** Opening Data records block **

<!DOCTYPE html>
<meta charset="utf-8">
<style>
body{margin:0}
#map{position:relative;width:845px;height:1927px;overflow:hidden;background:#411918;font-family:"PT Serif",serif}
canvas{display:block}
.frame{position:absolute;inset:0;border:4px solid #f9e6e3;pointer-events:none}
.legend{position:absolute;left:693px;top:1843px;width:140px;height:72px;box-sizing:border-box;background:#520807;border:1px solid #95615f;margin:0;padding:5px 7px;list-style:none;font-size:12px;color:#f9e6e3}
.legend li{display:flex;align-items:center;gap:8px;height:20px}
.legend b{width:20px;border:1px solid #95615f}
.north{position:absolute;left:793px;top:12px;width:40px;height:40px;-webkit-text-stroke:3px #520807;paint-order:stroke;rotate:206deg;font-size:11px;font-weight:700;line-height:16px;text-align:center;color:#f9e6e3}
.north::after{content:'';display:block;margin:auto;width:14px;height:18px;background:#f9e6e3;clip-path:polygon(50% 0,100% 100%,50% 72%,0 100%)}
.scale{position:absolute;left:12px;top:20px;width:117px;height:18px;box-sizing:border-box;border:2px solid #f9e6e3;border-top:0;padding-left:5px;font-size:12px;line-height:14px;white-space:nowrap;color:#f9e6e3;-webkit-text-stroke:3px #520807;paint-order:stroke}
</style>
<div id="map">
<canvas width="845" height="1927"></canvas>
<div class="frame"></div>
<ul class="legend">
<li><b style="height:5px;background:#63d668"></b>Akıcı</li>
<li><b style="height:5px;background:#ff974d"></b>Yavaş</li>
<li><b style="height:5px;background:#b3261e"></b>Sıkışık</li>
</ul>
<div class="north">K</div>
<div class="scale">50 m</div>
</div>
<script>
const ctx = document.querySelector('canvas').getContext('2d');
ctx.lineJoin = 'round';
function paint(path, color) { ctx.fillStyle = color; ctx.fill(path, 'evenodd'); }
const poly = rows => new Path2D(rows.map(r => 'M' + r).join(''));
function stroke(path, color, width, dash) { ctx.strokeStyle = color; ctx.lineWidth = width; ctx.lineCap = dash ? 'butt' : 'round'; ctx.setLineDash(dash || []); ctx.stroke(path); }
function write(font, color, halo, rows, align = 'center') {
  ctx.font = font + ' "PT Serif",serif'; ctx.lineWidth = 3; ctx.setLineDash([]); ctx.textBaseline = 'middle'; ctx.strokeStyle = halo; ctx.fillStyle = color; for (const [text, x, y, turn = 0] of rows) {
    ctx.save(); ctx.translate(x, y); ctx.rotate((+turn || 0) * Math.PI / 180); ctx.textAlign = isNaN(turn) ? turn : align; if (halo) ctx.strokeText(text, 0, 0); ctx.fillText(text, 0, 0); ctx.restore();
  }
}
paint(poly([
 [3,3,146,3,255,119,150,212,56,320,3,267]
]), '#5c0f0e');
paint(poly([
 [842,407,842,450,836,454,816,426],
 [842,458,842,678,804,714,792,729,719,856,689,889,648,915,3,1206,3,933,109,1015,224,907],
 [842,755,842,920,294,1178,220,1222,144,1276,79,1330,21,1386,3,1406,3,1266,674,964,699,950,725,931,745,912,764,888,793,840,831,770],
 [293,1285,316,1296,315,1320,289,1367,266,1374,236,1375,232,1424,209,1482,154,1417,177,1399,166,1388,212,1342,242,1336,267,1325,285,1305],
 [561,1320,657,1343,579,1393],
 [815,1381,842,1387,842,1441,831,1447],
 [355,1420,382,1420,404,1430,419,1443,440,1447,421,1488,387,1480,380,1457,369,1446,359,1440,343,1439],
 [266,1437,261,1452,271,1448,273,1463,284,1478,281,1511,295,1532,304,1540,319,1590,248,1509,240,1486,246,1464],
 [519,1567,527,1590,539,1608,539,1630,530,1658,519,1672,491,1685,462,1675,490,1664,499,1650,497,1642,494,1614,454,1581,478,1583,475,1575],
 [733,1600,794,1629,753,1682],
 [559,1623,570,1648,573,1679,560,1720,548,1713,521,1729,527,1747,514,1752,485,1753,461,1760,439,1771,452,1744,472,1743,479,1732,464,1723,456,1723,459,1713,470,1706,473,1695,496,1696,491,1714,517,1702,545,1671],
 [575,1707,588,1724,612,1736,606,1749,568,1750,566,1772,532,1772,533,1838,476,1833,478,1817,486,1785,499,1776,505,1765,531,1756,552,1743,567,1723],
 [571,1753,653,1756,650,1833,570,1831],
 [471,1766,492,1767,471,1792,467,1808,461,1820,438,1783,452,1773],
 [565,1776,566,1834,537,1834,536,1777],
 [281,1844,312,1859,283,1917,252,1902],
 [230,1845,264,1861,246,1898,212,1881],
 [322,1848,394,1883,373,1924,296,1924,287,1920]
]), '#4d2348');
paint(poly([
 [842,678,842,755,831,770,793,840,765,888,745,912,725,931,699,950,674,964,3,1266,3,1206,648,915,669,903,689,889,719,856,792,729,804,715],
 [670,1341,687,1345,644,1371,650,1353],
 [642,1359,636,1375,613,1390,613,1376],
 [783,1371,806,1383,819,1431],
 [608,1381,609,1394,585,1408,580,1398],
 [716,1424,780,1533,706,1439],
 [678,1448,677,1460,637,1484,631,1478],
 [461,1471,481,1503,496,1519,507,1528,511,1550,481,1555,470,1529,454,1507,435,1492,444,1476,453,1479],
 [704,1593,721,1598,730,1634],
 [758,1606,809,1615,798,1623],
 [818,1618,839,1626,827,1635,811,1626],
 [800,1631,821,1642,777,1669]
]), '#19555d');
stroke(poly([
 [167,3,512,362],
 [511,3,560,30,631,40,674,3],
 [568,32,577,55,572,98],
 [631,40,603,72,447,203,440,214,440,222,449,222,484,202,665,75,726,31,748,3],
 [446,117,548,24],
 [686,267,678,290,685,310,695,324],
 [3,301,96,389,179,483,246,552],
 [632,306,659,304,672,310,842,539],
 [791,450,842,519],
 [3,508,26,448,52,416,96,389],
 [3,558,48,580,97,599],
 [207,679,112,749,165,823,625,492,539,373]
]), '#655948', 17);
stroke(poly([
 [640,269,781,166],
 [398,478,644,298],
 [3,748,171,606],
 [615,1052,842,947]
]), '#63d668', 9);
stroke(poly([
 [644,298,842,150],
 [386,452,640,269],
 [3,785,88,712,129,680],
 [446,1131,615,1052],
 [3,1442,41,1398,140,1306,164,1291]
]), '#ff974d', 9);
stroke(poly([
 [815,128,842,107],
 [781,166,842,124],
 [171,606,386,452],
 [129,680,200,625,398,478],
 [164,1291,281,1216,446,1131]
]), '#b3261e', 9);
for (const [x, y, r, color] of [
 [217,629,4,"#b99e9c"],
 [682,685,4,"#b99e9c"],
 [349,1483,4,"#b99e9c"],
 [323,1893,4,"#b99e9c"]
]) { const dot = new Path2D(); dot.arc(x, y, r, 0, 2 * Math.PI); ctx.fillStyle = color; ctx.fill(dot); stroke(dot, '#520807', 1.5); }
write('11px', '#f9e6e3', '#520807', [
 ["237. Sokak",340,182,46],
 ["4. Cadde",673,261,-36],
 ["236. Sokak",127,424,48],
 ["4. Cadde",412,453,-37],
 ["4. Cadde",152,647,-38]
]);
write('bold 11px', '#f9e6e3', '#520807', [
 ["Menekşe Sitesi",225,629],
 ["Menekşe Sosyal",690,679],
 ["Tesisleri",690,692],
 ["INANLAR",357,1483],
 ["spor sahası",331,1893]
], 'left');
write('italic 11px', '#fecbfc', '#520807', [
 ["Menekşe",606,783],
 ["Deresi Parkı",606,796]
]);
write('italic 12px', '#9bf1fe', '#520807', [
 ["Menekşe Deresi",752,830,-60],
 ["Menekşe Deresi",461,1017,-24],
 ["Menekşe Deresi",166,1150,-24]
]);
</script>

** Closing Data records block **

- **To do**
From the material above, please return each line containing "rows".

- **Task solution**
const poly = rows => new Path2D(rows.map(r => 'M' + r).join(''));
function write(font, color, halo, rows, align = 'center') {
  ctx.font = font + ' "PT Serif",serif'; ctx.lineWidth = 3; ctx.setLineDash([]); ctx.textBaseline = 'middle'; ctx.strokeStyle = halo; ctx.fillStyle = color; for (const [text, x, y, turn = 0] of rows) {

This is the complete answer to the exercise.